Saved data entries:
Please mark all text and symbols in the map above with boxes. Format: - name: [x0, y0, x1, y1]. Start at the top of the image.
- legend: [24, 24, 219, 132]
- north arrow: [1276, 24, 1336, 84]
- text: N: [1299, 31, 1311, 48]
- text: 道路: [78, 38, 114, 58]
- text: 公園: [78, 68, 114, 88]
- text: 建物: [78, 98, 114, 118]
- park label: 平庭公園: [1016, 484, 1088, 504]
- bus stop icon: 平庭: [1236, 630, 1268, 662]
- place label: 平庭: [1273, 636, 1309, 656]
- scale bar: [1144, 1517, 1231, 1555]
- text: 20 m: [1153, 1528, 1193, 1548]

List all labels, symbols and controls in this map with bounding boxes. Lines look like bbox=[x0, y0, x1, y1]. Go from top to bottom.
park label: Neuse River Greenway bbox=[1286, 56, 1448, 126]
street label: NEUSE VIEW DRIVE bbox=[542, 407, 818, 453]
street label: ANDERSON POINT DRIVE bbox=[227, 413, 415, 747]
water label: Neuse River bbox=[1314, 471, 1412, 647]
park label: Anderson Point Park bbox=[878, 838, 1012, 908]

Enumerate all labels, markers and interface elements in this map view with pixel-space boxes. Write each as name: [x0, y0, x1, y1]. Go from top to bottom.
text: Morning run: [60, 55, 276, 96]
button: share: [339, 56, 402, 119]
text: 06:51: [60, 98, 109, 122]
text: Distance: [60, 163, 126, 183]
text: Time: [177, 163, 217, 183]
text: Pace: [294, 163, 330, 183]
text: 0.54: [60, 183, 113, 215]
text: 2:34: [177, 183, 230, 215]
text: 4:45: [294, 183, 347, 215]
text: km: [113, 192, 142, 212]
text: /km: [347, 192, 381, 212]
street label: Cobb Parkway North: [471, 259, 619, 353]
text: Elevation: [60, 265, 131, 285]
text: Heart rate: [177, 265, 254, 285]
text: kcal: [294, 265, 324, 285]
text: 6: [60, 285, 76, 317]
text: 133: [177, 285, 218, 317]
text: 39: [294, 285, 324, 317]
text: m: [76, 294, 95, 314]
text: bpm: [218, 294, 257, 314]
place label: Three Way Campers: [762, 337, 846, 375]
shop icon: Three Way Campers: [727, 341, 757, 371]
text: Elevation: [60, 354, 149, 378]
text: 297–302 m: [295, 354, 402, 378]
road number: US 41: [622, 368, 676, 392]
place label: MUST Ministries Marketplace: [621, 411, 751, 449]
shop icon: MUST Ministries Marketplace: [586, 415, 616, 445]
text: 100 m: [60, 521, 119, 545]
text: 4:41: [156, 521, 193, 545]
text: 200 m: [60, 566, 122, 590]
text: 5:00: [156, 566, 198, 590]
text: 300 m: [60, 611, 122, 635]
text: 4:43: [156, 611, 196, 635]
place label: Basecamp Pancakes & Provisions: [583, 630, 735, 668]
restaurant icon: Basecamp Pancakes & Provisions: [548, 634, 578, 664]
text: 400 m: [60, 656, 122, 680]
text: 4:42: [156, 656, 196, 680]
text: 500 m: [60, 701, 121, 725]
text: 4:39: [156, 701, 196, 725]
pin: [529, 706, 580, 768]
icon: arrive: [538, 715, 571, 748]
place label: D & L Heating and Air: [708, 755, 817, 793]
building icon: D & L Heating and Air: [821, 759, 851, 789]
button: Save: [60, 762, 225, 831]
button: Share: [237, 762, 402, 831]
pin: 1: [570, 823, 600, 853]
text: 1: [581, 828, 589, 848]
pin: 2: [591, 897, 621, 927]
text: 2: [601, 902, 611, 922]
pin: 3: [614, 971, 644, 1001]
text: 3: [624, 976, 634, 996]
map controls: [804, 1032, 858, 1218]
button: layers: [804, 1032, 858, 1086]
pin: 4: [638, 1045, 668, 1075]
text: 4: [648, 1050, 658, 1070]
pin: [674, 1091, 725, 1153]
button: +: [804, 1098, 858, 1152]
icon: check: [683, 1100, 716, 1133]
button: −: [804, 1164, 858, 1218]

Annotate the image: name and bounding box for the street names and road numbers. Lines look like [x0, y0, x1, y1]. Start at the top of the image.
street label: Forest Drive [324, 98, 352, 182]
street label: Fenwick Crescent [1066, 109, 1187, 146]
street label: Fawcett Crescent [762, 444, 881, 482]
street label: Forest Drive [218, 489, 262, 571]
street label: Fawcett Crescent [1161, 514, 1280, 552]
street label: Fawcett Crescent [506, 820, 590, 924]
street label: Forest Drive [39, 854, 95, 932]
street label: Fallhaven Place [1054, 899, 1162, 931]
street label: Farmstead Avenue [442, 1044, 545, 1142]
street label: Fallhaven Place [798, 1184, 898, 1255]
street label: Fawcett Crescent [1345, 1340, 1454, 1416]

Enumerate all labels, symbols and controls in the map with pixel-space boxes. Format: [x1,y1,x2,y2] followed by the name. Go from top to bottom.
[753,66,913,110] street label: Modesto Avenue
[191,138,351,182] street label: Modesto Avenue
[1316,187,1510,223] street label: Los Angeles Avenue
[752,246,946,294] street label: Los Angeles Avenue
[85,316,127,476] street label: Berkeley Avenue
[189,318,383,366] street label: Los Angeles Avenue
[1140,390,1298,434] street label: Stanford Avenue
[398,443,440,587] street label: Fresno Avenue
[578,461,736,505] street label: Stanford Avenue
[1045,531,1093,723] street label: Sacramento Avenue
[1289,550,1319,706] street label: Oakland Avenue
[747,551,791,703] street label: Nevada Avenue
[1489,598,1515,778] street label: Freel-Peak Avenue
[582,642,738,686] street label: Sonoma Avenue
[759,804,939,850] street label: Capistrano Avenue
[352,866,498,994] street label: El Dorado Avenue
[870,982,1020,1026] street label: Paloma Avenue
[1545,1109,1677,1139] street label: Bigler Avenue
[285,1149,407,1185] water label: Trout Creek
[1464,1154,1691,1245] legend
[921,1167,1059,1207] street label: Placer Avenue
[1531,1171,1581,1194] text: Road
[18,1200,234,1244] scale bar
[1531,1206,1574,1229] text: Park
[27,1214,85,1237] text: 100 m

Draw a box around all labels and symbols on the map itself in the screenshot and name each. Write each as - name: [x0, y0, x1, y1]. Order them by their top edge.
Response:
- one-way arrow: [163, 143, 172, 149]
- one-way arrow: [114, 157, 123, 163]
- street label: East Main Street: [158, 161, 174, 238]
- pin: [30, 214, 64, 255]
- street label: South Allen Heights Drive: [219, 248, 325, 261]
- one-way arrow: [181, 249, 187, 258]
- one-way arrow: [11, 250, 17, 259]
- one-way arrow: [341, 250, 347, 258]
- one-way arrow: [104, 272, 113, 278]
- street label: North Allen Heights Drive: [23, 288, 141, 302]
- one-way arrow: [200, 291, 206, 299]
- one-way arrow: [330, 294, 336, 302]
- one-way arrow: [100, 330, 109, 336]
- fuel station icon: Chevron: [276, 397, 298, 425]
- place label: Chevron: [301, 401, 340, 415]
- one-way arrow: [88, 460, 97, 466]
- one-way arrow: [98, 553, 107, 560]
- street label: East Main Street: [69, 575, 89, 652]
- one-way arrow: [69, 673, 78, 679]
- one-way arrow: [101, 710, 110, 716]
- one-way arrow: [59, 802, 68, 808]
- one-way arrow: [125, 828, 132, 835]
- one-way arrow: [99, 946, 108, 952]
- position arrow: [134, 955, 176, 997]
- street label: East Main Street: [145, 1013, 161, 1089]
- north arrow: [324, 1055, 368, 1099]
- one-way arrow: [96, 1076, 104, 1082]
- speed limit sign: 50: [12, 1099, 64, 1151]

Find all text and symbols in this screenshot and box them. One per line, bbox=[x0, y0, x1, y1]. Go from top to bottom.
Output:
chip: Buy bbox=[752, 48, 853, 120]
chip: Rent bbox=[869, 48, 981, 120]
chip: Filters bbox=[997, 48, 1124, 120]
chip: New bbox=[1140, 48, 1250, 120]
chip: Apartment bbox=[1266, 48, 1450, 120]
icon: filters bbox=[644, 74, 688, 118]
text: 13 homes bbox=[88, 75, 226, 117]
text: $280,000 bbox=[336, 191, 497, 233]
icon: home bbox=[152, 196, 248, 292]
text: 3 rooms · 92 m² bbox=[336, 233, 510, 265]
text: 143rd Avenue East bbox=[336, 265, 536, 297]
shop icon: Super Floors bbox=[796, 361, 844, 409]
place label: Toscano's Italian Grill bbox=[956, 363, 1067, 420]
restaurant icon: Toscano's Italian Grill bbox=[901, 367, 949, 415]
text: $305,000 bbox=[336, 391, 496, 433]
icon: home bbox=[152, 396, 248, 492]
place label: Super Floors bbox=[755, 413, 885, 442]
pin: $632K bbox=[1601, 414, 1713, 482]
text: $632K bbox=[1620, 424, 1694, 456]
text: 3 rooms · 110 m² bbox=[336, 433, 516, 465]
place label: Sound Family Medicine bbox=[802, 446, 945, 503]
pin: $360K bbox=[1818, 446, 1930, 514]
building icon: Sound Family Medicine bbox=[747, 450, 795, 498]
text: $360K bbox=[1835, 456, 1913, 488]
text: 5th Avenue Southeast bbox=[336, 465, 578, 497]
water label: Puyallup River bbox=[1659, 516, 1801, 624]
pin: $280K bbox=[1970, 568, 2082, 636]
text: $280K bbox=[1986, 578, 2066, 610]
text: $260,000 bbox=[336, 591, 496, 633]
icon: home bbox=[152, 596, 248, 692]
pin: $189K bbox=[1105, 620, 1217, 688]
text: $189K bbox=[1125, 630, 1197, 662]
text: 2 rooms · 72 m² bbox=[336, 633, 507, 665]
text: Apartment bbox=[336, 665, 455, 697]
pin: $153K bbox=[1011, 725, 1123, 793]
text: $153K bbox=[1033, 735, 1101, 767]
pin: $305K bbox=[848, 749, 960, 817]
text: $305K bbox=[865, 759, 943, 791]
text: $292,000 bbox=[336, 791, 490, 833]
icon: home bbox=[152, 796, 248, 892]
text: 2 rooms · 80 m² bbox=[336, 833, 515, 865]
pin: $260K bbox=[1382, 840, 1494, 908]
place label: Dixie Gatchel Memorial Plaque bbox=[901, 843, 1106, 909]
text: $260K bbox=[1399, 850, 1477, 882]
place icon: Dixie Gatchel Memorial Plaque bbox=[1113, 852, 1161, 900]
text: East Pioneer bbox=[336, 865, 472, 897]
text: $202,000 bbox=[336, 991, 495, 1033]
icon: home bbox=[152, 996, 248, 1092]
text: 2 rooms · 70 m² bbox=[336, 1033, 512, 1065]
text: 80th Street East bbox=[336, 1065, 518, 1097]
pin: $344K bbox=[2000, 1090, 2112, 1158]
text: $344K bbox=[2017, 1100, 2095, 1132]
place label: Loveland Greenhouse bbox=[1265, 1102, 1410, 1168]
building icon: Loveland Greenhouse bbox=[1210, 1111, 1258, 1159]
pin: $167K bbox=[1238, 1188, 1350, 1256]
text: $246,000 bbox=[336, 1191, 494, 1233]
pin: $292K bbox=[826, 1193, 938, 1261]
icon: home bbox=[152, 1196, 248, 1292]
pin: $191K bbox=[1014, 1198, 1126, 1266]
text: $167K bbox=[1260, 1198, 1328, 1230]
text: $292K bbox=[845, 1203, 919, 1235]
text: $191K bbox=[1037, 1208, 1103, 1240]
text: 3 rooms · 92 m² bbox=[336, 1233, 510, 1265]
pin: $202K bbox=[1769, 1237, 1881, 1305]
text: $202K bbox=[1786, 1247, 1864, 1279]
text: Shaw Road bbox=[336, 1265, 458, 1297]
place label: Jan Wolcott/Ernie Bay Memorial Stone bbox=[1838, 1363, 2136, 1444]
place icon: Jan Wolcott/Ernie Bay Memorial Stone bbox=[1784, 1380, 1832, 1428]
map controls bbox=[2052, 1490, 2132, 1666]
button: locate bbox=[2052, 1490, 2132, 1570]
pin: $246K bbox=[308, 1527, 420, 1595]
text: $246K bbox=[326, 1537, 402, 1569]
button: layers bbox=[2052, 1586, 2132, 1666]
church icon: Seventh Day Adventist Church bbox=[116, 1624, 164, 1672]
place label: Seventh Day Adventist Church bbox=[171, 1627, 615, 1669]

What is being asked: Given the entries above, count how many lines include the word "Dixie"; respond with the number only.

Finished task: 2